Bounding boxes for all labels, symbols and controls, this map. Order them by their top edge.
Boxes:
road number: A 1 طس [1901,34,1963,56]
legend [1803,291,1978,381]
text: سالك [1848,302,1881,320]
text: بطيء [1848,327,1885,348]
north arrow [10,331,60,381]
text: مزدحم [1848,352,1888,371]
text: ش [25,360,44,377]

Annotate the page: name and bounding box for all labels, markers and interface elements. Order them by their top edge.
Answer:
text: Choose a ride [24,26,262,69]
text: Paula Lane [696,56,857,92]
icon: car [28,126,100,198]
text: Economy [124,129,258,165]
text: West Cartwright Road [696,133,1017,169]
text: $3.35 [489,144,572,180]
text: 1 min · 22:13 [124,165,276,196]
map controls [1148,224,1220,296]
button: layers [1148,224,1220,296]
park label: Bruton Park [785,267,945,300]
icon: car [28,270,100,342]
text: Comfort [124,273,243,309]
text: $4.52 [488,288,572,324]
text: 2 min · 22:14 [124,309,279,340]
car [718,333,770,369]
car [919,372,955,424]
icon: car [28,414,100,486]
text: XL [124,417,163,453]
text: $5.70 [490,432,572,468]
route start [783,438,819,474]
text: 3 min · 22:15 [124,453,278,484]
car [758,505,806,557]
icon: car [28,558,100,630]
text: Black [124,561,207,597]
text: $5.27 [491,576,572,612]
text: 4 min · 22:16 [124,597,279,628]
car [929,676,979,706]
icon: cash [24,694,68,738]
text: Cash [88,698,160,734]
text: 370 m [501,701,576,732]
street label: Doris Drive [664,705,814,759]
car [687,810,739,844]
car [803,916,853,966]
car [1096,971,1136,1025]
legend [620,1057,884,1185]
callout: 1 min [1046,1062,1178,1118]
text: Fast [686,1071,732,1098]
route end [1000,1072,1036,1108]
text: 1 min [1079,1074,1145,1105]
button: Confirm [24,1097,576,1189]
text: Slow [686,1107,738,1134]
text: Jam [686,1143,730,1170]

======

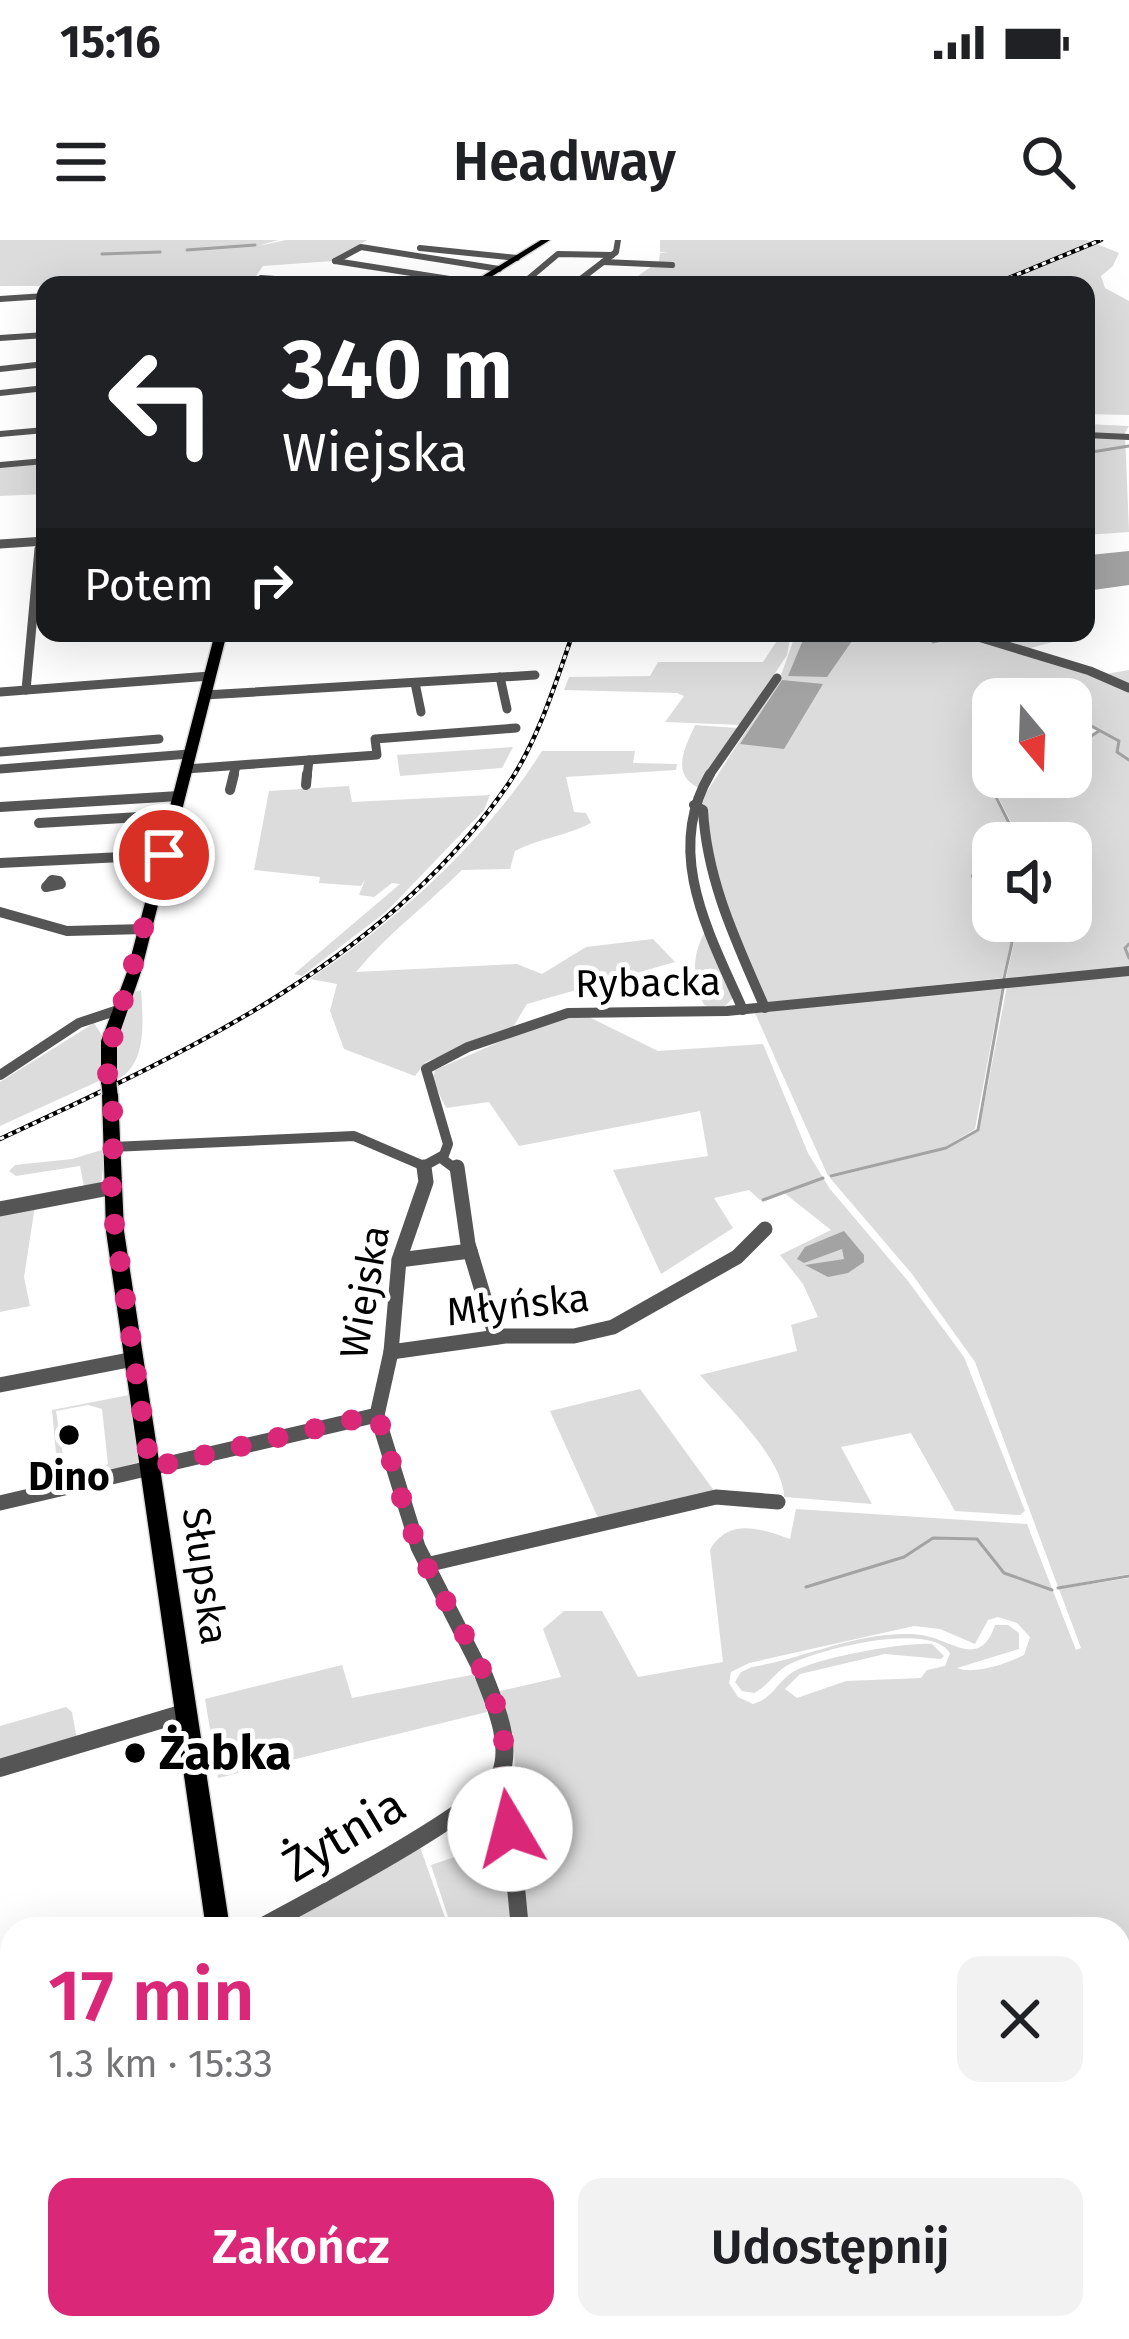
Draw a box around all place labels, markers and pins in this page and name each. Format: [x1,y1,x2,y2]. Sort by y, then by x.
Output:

======

#### Exercise goal:
Retrieve all lines from the data that contain the string "their".

#### Response area:
Bounding boxes for all labels, symbols and controls, this map. Order them by their top edge.
Annotate the page: name and bounding box for all labels, markers and interface elements. Order them by their top edge.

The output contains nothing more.